BRIEF: Check each line of the listing for the word "tools" and report the ones that have it.

[Opening SUPPLIED ENTRIES section]

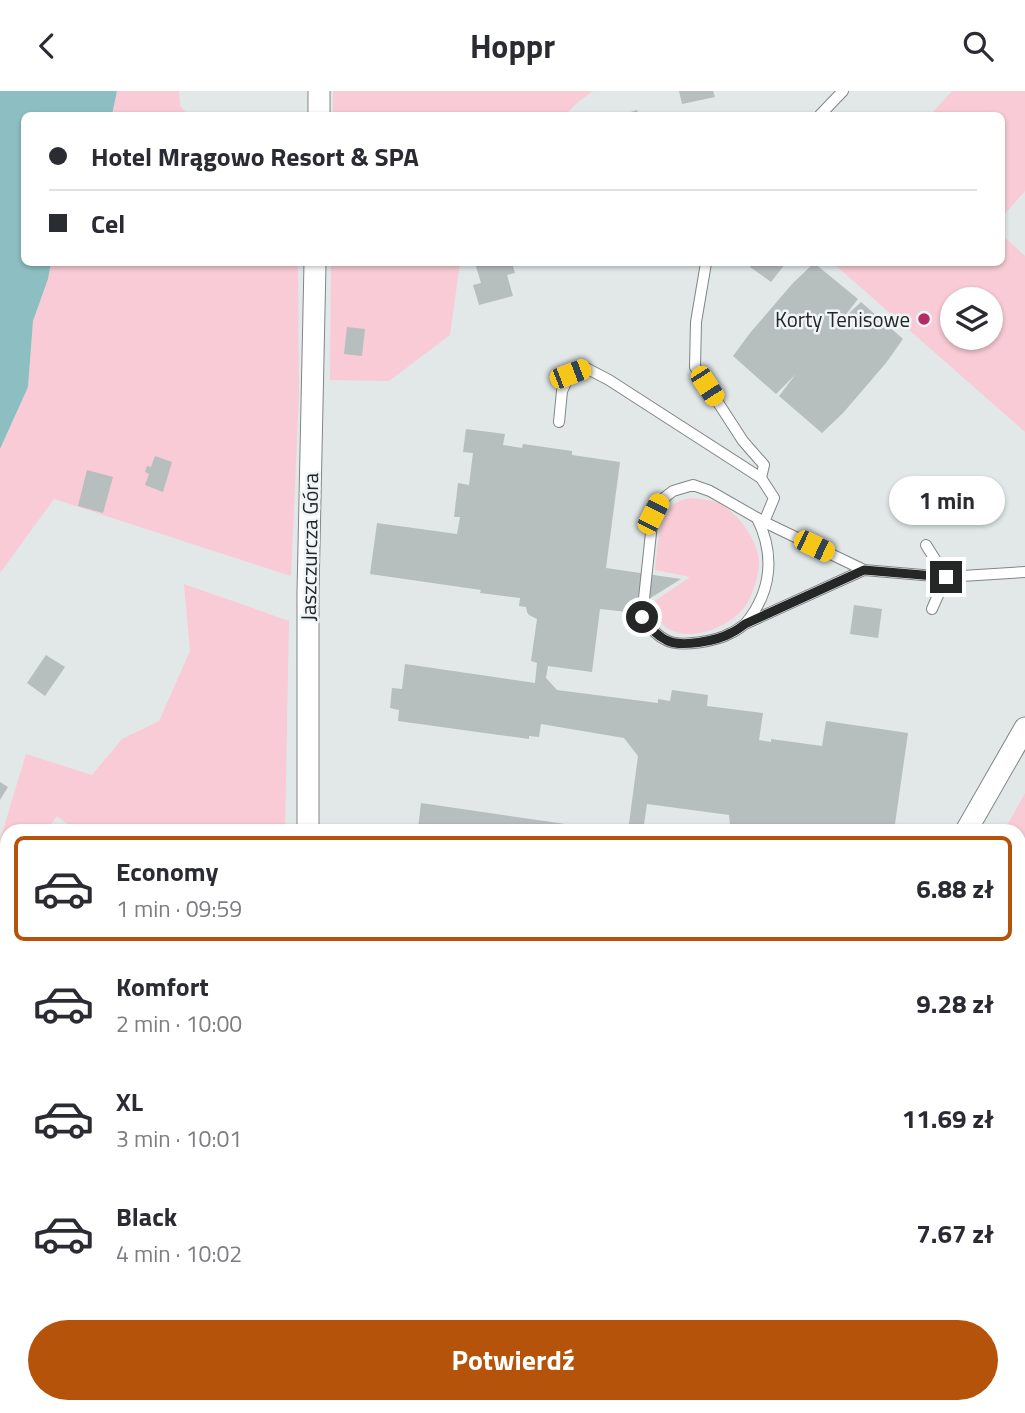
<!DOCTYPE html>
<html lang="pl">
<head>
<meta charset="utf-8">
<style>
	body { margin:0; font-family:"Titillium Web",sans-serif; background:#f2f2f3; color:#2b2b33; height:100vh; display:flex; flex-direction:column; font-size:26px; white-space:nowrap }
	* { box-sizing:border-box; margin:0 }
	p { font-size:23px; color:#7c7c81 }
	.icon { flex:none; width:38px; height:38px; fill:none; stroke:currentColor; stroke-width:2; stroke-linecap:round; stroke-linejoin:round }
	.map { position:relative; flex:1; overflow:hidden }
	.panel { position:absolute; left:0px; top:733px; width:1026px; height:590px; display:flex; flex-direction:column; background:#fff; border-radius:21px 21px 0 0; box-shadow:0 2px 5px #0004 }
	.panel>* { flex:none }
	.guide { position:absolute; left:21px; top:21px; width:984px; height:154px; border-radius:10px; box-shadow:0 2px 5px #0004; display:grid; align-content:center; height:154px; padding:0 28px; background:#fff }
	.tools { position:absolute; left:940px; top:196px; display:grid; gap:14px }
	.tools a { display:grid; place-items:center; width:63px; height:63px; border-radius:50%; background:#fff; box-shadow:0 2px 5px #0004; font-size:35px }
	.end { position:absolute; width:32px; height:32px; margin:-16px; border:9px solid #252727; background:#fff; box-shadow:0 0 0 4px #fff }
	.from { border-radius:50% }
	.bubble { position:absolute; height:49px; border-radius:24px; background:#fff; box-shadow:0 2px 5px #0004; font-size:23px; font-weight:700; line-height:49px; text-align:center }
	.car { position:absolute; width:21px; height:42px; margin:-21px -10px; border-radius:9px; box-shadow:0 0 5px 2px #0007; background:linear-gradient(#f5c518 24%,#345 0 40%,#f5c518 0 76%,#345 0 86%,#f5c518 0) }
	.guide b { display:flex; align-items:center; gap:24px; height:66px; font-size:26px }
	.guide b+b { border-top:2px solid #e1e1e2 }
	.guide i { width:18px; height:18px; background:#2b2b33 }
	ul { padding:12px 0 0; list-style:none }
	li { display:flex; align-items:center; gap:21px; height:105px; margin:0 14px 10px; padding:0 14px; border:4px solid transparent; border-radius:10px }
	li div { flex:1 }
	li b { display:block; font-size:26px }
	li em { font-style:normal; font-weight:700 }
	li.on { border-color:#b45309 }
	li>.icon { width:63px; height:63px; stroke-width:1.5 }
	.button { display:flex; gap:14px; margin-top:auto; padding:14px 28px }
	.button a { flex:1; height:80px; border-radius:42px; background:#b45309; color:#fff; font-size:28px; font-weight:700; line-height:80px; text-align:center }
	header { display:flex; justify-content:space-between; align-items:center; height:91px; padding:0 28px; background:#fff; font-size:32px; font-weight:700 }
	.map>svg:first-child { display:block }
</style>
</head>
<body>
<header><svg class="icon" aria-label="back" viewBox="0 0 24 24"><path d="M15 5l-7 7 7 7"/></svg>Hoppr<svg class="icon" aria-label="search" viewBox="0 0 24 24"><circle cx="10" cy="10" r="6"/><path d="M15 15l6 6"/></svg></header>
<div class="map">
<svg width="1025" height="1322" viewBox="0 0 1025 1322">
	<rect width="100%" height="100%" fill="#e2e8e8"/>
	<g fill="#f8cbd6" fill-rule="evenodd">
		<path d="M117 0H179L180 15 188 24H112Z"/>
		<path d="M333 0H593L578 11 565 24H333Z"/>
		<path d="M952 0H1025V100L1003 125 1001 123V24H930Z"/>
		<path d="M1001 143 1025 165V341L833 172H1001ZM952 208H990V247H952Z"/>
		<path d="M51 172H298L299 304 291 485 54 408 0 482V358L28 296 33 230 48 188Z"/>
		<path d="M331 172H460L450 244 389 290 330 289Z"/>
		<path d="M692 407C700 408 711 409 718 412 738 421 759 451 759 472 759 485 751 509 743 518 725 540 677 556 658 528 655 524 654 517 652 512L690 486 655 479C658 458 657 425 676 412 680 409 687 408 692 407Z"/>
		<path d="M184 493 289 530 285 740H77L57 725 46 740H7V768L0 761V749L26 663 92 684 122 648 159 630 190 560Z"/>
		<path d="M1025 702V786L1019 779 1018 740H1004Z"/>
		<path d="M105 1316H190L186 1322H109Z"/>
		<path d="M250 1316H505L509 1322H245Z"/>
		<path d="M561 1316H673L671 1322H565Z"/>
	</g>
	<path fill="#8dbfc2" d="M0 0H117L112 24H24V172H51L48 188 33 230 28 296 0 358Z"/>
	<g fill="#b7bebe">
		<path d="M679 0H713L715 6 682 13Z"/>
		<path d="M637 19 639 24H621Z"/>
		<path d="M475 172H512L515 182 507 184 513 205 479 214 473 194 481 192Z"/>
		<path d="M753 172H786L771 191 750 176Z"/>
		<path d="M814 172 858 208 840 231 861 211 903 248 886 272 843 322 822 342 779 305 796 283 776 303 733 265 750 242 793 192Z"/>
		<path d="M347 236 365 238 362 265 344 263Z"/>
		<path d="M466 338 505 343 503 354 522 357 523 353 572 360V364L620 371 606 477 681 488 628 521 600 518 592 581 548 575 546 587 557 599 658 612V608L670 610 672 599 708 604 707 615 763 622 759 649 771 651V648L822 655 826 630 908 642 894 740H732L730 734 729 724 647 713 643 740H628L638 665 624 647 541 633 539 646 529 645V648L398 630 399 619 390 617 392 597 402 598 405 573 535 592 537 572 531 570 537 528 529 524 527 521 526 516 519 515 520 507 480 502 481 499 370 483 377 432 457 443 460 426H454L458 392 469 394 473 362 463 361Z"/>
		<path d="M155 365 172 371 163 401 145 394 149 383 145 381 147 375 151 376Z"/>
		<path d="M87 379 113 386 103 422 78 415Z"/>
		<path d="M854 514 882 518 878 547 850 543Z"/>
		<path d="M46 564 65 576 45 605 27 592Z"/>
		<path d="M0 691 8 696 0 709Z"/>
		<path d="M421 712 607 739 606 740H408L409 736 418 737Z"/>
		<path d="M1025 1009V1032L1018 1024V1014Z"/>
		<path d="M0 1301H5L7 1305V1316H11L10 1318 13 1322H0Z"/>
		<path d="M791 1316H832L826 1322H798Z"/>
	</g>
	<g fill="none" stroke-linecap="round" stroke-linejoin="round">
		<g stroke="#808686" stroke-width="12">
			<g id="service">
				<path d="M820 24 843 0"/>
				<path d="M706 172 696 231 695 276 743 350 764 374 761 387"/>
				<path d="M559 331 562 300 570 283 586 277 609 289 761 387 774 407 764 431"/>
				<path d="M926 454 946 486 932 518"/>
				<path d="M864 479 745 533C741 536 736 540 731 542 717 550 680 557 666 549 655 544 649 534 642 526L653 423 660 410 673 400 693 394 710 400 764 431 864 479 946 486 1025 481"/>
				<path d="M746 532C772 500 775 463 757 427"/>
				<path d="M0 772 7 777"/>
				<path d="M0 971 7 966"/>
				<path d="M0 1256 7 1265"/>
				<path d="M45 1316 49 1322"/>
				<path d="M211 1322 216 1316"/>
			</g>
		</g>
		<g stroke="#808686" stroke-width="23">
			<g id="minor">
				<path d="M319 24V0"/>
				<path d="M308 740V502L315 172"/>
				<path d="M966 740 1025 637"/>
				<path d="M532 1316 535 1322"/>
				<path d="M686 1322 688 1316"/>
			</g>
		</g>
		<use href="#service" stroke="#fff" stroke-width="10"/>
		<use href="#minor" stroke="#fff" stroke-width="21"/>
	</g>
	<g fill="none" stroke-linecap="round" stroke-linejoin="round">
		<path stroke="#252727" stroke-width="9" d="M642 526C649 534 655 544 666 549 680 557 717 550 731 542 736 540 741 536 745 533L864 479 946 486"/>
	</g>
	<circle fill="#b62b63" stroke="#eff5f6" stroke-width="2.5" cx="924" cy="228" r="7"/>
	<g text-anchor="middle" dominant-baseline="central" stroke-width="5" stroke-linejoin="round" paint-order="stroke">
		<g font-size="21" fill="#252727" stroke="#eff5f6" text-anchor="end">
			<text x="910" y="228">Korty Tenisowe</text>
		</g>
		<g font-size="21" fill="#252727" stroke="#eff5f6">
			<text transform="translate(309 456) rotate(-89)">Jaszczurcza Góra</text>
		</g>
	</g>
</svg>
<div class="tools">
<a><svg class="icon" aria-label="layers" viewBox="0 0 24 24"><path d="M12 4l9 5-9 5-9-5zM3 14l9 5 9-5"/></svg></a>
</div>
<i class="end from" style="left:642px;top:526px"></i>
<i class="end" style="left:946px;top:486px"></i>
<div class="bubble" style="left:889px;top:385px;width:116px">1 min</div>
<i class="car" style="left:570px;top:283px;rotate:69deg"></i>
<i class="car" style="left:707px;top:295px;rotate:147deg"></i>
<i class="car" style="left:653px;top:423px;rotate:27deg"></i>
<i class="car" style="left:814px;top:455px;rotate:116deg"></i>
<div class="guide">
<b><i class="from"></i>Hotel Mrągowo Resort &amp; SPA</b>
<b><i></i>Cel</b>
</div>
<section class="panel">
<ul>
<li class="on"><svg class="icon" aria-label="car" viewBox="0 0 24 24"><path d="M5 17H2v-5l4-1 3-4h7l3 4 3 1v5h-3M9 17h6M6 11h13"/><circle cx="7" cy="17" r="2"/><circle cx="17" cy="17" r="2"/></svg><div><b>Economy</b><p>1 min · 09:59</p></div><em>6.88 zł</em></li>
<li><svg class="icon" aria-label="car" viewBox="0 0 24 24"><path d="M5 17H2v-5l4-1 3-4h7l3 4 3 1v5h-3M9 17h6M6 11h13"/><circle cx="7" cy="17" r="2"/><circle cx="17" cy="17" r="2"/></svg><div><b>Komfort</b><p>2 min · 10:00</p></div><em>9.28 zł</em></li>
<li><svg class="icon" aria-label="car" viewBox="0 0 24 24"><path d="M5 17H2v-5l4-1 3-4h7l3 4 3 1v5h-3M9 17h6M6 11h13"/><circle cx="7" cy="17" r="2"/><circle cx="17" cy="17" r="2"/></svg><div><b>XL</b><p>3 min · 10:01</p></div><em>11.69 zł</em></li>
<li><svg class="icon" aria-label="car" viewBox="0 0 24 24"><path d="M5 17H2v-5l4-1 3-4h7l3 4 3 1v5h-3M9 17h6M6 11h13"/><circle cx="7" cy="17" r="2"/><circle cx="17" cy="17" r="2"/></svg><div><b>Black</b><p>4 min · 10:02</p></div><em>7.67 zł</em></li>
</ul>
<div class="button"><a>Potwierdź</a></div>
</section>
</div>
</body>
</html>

[Closing SUPPLIED ENTRIES section]

RESULT OF THIS EXERCISE:
	.tools { position:absolute; left:940px; top:196px; display:grid; gap:14px }
	.tools a { display:grid; place-items:center; width:63px; height:63px; border-radius:50%; background:#fff; box-shadow:0 2px 5px #0004; font-size:35px }
<div class="tools">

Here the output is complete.